─── INPUT RECORDS ───

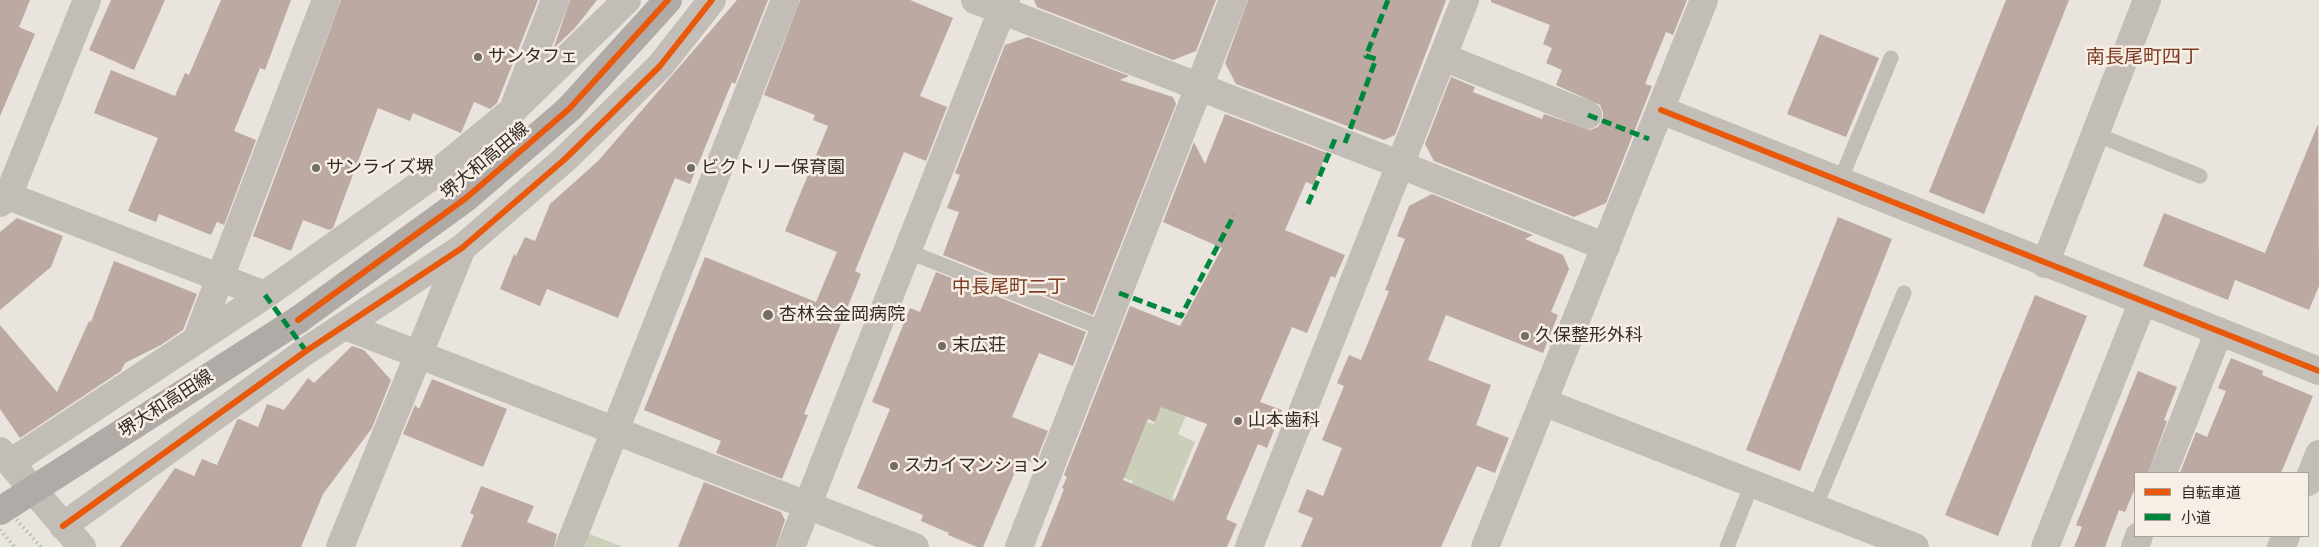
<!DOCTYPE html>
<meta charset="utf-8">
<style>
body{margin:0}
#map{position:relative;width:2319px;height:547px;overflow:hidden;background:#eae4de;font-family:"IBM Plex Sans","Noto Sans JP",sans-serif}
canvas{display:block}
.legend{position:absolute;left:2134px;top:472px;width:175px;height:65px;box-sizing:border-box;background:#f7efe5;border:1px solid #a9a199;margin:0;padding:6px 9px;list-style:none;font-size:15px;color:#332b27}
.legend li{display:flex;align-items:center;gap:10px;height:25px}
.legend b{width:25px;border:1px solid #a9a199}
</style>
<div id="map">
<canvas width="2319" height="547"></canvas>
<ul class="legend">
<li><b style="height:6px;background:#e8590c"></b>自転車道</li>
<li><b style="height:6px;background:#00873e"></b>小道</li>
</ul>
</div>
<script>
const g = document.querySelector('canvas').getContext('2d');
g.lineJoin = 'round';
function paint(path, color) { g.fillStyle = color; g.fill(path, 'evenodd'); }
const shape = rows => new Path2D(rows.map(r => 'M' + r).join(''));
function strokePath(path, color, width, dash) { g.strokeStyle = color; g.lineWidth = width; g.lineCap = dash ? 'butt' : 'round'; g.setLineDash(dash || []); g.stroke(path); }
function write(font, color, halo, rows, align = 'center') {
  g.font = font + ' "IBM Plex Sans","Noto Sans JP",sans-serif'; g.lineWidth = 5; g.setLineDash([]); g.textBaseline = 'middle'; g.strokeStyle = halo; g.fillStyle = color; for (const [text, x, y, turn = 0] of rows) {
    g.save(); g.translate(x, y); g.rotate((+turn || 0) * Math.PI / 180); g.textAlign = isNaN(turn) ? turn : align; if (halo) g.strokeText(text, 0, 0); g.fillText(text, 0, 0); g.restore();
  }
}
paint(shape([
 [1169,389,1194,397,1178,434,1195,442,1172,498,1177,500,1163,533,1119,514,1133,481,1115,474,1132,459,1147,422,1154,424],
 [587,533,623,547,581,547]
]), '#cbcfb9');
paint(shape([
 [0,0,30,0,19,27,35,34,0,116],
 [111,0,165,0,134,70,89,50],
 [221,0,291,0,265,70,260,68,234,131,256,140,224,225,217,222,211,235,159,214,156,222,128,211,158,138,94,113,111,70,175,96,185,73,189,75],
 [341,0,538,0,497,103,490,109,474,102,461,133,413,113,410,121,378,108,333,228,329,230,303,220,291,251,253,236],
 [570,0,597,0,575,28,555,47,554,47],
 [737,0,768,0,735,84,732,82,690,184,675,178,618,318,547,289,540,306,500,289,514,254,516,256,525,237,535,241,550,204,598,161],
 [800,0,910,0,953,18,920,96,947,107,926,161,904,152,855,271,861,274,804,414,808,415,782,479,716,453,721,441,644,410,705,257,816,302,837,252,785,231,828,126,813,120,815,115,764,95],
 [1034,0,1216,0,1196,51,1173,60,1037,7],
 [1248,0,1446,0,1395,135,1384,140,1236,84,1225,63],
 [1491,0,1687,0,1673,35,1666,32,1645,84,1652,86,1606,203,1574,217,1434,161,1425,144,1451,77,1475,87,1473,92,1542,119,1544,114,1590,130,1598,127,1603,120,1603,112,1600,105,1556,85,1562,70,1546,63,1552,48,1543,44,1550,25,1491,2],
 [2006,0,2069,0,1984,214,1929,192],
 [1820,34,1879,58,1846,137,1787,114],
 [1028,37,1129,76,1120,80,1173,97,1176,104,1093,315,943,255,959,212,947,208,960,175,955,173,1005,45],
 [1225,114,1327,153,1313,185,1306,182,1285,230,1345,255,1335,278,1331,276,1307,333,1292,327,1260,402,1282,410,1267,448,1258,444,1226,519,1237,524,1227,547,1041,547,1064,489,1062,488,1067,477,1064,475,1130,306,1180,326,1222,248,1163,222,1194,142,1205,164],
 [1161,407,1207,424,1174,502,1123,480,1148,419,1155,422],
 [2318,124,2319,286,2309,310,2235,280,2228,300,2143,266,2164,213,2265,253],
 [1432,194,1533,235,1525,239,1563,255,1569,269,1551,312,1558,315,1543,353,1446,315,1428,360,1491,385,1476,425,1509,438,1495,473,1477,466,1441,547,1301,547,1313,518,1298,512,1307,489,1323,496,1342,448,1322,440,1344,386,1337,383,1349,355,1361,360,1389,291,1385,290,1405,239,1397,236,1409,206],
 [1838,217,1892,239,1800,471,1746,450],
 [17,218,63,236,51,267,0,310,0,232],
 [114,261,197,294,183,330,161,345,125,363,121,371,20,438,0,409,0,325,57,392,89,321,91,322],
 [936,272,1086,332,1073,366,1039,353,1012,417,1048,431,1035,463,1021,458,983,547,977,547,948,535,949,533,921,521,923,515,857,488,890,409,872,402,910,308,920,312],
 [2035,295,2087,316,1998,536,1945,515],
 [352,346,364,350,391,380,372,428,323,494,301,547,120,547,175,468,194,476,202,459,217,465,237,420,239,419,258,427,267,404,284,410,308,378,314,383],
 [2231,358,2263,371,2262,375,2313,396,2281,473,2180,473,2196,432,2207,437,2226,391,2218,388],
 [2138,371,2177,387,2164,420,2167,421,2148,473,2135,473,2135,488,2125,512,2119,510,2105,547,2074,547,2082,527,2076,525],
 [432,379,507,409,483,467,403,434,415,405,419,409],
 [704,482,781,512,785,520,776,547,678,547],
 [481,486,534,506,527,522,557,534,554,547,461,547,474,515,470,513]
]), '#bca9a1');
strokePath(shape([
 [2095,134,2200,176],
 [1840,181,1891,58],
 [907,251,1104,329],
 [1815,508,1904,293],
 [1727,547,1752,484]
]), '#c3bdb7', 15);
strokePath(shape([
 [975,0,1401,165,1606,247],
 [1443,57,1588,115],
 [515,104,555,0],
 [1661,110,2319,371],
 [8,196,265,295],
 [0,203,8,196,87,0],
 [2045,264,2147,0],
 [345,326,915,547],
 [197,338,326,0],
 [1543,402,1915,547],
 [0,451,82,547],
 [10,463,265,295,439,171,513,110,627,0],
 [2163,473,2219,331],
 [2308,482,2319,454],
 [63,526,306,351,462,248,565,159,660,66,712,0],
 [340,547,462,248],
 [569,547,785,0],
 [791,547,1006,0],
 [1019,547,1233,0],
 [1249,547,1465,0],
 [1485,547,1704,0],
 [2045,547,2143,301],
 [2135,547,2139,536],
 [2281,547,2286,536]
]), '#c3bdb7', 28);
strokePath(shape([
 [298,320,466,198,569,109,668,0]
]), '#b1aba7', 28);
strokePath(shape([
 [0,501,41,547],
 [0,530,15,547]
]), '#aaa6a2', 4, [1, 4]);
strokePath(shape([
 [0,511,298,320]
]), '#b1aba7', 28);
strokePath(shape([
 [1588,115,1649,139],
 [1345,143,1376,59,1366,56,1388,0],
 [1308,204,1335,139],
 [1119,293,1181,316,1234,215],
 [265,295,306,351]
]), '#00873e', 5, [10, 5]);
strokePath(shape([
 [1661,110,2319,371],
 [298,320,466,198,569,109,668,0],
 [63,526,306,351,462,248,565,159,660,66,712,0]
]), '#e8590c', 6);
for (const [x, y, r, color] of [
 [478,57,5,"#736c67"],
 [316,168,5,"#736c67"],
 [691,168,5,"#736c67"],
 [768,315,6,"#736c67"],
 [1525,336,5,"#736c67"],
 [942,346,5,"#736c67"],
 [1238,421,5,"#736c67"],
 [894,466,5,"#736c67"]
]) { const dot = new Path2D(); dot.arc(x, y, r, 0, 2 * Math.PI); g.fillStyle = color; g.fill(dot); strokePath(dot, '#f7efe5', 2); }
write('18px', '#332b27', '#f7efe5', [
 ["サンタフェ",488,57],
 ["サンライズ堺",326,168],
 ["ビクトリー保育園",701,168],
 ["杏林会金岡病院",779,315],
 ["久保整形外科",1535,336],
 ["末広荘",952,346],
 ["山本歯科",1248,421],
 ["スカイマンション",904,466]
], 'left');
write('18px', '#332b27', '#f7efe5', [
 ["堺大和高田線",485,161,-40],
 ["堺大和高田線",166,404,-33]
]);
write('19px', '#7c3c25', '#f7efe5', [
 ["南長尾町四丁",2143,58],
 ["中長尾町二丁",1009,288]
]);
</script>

───
─── INPUT RECORDS ───

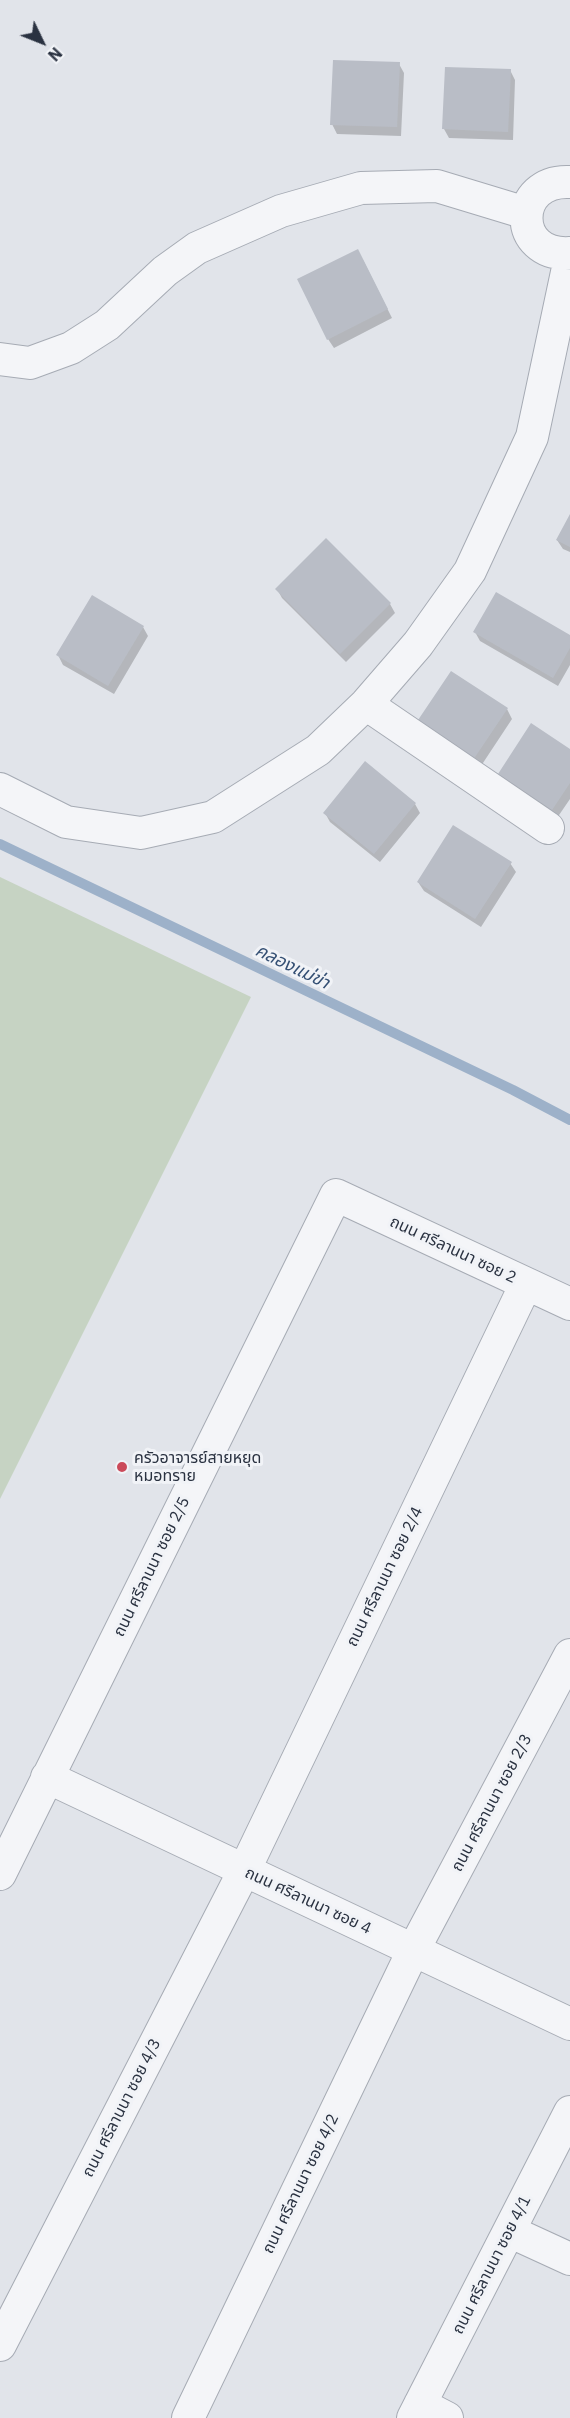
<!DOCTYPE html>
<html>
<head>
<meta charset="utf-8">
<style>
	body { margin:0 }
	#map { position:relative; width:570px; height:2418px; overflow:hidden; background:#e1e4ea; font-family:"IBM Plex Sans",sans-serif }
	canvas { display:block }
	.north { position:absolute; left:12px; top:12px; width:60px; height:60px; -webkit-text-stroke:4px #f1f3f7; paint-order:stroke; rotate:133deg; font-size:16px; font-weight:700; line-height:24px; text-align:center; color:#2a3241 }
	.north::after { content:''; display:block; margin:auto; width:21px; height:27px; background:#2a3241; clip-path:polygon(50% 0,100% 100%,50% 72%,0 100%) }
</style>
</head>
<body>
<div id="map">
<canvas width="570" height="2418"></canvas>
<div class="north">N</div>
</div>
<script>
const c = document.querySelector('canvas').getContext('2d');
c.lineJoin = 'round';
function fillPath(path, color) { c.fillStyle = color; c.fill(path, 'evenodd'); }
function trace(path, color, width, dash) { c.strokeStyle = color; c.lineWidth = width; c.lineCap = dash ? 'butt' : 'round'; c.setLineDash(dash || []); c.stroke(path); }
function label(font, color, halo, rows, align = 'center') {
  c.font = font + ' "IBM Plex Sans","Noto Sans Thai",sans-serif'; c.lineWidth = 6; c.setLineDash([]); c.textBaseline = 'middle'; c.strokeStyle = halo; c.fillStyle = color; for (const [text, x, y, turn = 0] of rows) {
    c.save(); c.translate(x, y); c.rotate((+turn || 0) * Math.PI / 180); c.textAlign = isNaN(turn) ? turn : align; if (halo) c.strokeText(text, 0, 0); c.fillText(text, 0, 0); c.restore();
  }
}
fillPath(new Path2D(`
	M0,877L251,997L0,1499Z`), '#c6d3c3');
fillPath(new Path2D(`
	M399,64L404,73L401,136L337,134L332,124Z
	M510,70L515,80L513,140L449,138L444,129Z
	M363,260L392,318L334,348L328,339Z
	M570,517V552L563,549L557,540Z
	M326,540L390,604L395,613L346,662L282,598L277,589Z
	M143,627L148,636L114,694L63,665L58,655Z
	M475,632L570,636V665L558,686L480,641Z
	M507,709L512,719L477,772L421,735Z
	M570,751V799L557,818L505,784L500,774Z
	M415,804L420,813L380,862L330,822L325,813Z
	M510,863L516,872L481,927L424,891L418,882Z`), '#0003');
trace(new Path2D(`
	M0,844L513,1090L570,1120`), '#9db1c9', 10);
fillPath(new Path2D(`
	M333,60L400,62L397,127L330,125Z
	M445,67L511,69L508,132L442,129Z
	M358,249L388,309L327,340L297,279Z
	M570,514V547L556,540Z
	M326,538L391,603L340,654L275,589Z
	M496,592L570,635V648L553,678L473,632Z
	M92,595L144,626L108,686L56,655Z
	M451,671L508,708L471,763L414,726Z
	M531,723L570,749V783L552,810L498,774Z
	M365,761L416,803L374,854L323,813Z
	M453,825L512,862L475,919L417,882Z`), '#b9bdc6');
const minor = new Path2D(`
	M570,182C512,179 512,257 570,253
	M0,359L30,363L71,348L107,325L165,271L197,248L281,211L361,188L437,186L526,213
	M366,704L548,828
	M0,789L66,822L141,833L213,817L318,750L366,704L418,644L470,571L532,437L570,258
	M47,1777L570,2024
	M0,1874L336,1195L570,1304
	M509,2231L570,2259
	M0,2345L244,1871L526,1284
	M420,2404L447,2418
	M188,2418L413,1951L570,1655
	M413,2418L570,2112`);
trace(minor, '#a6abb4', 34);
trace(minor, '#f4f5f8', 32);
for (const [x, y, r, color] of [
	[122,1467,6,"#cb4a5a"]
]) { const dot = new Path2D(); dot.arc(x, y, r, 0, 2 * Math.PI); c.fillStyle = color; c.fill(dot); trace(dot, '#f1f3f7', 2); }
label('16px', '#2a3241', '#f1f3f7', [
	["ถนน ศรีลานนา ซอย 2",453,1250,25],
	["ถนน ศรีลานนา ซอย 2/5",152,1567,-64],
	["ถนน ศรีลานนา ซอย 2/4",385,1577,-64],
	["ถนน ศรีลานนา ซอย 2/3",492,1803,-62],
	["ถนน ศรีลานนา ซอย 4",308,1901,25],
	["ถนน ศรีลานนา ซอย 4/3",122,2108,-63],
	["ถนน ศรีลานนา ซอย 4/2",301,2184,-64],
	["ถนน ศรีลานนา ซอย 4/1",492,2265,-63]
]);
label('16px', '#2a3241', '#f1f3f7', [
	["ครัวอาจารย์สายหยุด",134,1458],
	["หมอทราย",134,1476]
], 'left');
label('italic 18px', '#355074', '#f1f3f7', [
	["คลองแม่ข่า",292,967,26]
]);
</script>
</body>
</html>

───

● TASK TO COMPLETE: Please return the lines above that run from the line containing "function fillPath(path, color)" to the line containing "function label(font, color, halo, rows, align", inclusive, exactly and with no other lines.

● RESULT BELOW:
function fillPath(path, color) { c.fillStyle = color; c.fill(path, 'evenodd'); }
function trace(path, color, width, dash) { c.strokeStyle = color; c.lineWidth = width; c.lineCap = dash ? 'butt' : 'round'; c.setLineDash(dash || []); c.stroke(path); }
function label(font, color, halo, rows, align = 'center') {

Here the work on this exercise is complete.